MATH – LLM Glossary

MATH (Hendrycks et al., 2021) contains 12,500 competition mathematics problems sourced from AMC, AIME, and ARML competitions. Topics span algebra, counting, geometry, number theory, and precalculus at difficulty levels 1–5. Level 5 problems challenge even professional mathematicians without a calculator.

Structure

Property	Detail
Problems	7,500 train / 5,000 test
Difficulty	1 (easy) – 5 (olympiad)
Topics	Algebra, Counting & Probability, Geometry, Number Theory, Precalculus, AMC/AIME
Metric	Exact match or equivalent expression
Answer format	LaTeX boxed answer

Scores

Model	Accuracy (overall)
GPT-3 (2021 baseline)	6.9%
GPT-4 (2023)	52.9%
Claude 3.5 Sonnet	71.1%
o1 (2024)	83.3%
o3 (2025)	96.7%
Llama 3.1 70B	68.0%

Why MATH Matters

MATH remains discriminating because it requires symbolic manipulation, proof-like reasoning, and exact answer formatting — not just numerical approximation.
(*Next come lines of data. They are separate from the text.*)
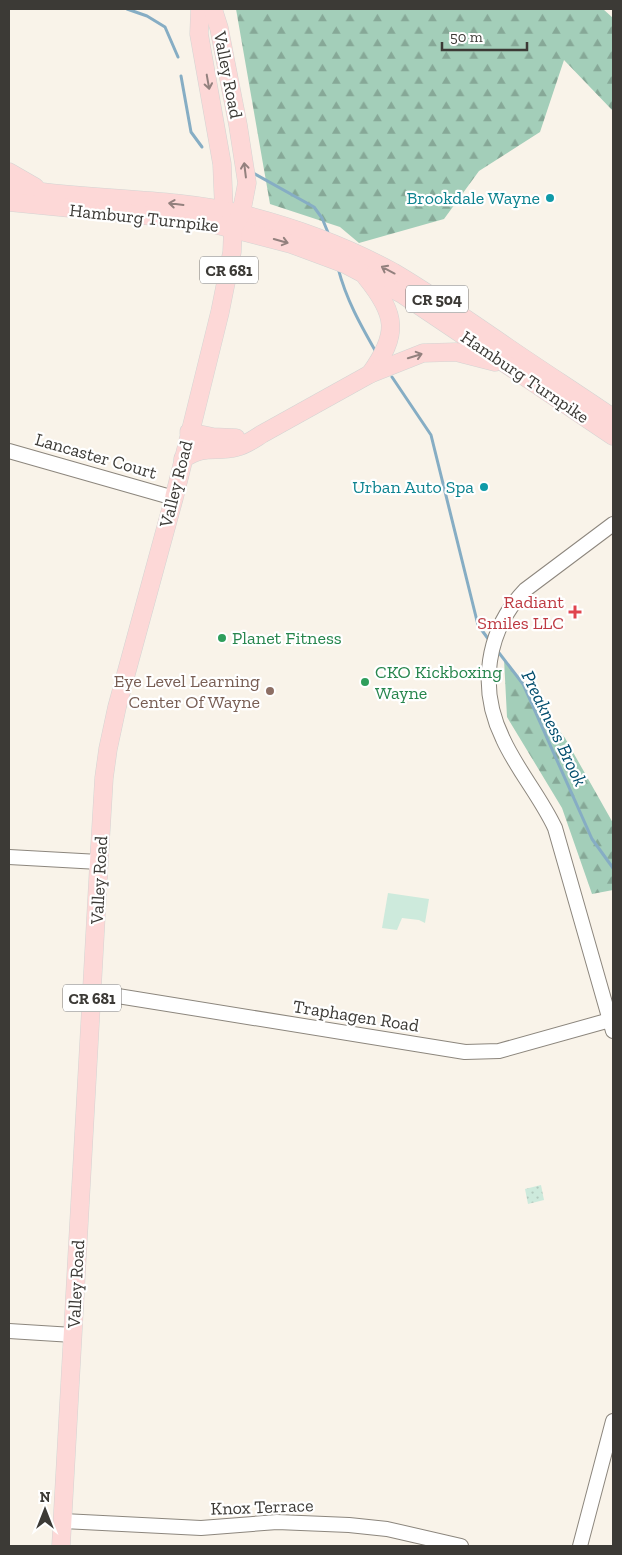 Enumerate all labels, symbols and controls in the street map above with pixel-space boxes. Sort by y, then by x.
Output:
scale bar [442,20,527,52]
street label: Valley Road [209,28,247,121]
text: 50 m [450,28,483,46]
one-way arrow [203,74,213,90]
one-way arrow [240,162,250,178]
place label: Brookdale Wayne [406,187,540,209]
marker: Brookdale Wayne [544,192,556,204]
street label: Hamburg Turnpike [68,199,220,237]
one-way arrow [168,199,184,209]
one-way arrow [272,236,288,246]
road number: CR 681 [200,256,258,284]
one-way arrow [381,265,396,274]
road number: CR 504 [406,286,468,312]
street label: Hamburg Turnpike [457,326,593,428]
one-way arrow [407,351,423,360]
street label: Lancaster Court [33,428,160,484]
street label: Valley Road [154,438,197,531]
place label: Urban Auto Spa [352,476,474,498]
marker: Urban Auto Spa [478,481,490,493]
place label: Radiant Smiles LLC [477,591,564,634]
marker: Radiant Smiles LLC [568,605,582,619]
place label: Planet Fitness [232,627,342,649]
marker: Planet Fitness [216,632,228,644]
place label: CKO Kickboxing Wayne [375,661,502,704]
water label: Preakness Brook [517,667,593,790]
place label: Eye Level Learning Center Of Wayne [114,670,260,713]
marker: CKO Kickboxing Wayne [359,676,371,688]
marker: Eye Level Learning Center Of Wayne [264,685,276,697]
street label: Valley Road [86,835,112,926]
road number: CR 681 [63,984,121,1011]
street label: Traphagen Road [291,995,421,1037]
street label: Valley Road [63,1239,89,1330]
north arrow [20,1485,70,1535]
text: N [40,1489,51,1506]
street label: Knox Terrace [210,1494,314,1520] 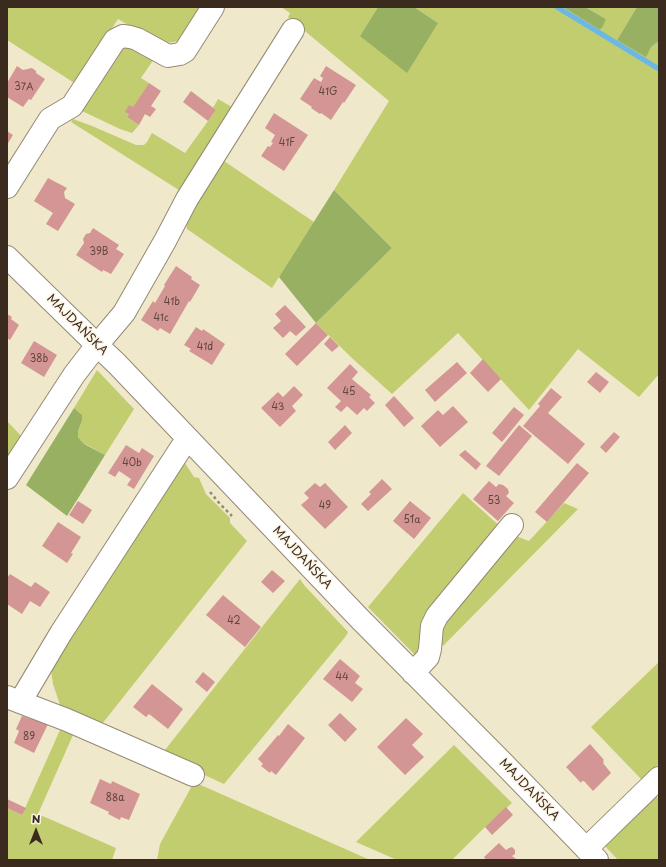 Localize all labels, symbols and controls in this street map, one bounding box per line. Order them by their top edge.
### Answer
house number: 37A [14,81,34,93]
house number: 41G [319,86,337,98]
house number: 41F [279,137,295,149]
house number: 39B [90,246,108,258]
street label: MAJDAŃSKA [43,291,111,359]
house number: 41b [164,296,180,308]
house number: 41c [153,312,169,324]
house number: 41d [197,341,213,353]
house number: 38b [30,353,48,365]
house number: 45 [343,386,355,398]
house number: 43 [272,401,284,413]
house number: 40b [122,457,142,469]
house number: 53 [488,495,500,507]
house number: 49 [319,500,331,512]
house number: 51a [404,514,420,526]
street label: MAJDAŃSKA [269,524,335,592]
house number: 42 [227,615,241,627]
house number: 44 [335,671,349,683]
house number: 89 [23,731,35,743]
street label: MAJDAŃSKA [496,756,562,824]
house number: 88a [106,792,124,804]
text: N [32,810,40,827]
north arrow [16,811,56,851]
The "reasoning model" era (o1, o3, DeepSeek-R1) was largely defined by jumps on MATH Level 5 and AIME rather than on saturated benchmarks like GSM8K.

AIME Extension

The AIME (American Invitational Mathematics Examination) subset has become a standalone benchmark for evaluating top-tier reasoning models, with problems requiring multi-page symbolic proofs. Only o3-class and DeepSeek-R1-class models reliably score above 50% on AIME 2024.